Future space tourists led by Wally Funk
Wally Funk a the Spaceport America runway dedication ceremony near Las Cruces, New Mexico on October 22, 2010. 

MARK RALSTON/AFP via Getty Images

Funk has accepted Bezos’ invitation to join him, his brother Mark and the yet-to-be named winner of an online auction aboard Bezos’ New Shepard spacecraft when it blasts off on its first passenger flight July 20, the 52nd anniversary of the Apollo 11 moon landing.

At 82, Funk will become the oldest person to ever fly in space, eclipsing a record set by John Glenn in 1998 when he flew aboard the space shuttle Discovery at age 77.

The Amazon founder’s space company, Blue Origin, made the announcement Thursday.

“I didn’t think that I would ever get to go up,” Funk said in an Instagram video posted by Bezos. “They said, ‘Wally, you’re a girl, you can’t do that.’ I said, guess what? Doesn’t matter what you are, you can still do it if you want to. And I like to do things that nobody’s ever done.”

The New Shepard capsule was designed and built by Blue Origin, a commercial venture founded by Bezos in 2000 to develop both sub-orbital and orbit-class rockets.

The New Shepard is a sub-orbital spacecraft designed to carry space tourists, researchers and experiments on short-up-and-down flights to the edge of space, providing three to four minutes of weightlessness before plunging back to Earth for a parachute-descent to touchdown.

Blue Origin’s New Shepard rocket and crew capsule blasting off from the company’s test site near Van Horn, Texas.
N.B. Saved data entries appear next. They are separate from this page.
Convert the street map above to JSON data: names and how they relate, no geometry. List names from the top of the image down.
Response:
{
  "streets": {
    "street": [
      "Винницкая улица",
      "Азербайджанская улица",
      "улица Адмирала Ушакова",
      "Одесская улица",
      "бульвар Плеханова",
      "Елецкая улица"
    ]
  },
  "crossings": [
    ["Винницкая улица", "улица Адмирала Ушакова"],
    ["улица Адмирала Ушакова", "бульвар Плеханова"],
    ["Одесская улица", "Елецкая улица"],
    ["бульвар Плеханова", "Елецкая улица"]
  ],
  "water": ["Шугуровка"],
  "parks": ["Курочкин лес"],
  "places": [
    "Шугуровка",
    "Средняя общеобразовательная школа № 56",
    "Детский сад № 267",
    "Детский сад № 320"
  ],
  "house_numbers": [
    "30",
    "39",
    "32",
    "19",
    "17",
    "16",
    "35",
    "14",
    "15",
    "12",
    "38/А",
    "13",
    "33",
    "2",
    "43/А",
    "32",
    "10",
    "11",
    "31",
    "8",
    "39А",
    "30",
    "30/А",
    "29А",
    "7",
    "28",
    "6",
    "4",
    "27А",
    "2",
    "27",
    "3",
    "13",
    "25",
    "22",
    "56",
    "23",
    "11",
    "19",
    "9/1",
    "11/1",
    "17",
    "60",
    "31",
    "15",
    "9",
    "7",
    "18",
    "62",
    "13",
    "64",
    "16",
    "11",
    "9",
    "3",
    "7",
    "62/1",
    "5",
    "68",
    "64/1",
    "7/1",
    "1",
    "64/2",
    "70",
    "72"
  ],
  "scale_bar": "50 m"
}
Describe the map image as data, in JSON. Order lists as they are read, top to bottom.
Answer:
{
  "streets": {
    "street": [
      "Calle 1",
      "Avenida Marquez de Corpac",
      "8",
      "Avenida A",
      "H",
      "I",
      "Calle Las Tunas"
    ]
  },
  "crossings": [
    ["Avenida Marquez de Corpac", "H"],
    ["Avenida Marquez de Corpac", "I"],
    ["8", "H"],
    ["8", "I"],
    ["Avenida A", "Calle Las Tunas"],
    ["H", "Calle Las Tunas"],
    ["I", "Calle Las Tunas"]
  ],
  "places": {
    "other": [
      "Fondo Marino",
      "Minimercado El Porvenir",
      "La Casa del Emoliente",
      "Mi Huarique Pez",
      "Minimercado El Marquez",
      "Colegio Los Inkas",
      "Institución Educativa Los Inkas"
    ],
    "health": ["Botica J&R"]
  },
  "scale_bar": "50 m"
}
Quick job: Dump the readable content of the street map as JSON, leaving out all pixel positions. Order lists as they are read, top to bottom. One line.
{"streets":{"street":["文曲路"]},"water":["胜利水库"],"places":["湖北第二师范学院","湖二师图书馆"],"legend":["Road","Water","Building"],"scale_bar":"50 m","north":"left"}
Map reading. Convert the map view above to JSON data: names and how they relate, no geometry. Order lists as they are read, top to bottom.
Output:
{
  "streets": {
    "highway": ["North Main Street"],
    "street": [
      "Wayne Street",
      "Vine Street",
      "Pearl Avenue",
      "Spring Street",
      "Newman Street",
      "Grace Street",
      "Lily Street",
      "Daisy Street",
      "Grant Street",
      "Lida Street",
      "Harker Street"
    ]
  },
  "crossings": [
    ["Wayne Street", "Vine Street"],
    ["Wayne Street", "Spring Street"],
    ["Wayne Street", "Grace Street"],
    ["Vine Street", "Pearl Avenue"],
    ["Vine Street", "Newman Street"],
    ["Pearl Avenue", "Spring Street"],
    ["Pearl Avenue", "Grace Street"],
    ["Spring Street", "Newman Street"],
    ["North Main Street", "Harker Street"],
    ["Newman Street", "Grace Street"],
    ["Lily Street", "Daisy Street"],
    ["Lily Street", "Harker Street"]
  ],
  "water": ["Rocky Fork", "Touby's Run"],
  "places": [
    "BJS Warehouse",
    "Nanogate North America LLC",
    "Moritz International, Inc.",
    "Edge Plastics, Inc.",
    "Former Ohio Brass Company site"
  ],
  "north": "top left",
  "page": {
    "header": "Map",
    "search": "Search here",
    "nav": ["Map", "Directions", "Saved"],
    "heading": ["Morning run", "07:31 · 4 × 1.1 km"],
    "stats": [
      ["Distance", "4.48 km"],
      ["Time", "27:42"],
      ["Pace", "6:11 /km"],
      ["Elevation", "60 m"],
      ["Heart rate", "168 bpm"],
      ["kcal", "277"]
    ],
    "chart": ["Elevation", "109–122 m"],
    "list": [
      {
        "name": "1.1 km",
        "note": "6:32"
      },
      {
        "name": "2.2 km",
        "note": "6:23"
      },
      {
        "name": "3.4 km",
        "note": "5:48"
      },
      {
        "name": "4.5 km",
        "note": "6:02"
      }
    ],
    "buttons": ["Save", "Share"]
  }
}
After 15 test flights, owner Jeff Bezos, his brother Mark, the as-yet-unnamed winner of an online auction and aviation pioneer Wally Funk will make up the spacecraft’s first crew when it blasts off on its 16th flight July 20.

Blue Origin

NASA and the Air Force consider an altitude of 50 miles to be the “boundary” between space and the discernible atmosphere. The Fédération Aéronautique Internationale, a governing body for aviation-related sports and records, considers 100 kilometers, or 62 miles, the edge of space. The New Shepard spacecraft meets both criteria.

Blue Origin has carried out 15 test flights of its reusable single-stage New Shepard rocket and capsule, all of them unpiloted and all successful except for a booster landing mishap on the first flight.

Blue Origin announced its first passenger flight on May 5, the 60th anniversary of astronaut Alan Shepard’s launch to become the first American in space. One month later, on June 7, Bezos announced that he and his brother would blast off along with the winner of an online auction.

The auction was held on June 12 with the as-yet-unnamed winner bidding $28 million for a seat aboard the New Shepard. At the time, the company said a fourth passenger would be announced later, a mystery that ended when Funk accepted Bezos’ invitation to fly.

“In 1961, Wally Funk was at the top of her class as part of the ‘Mercury 13’ Woman in Space Program,” Bezos wrote in his Instagram post. “Despite completing their training, the program was cancelled, and none of the thirteen flew.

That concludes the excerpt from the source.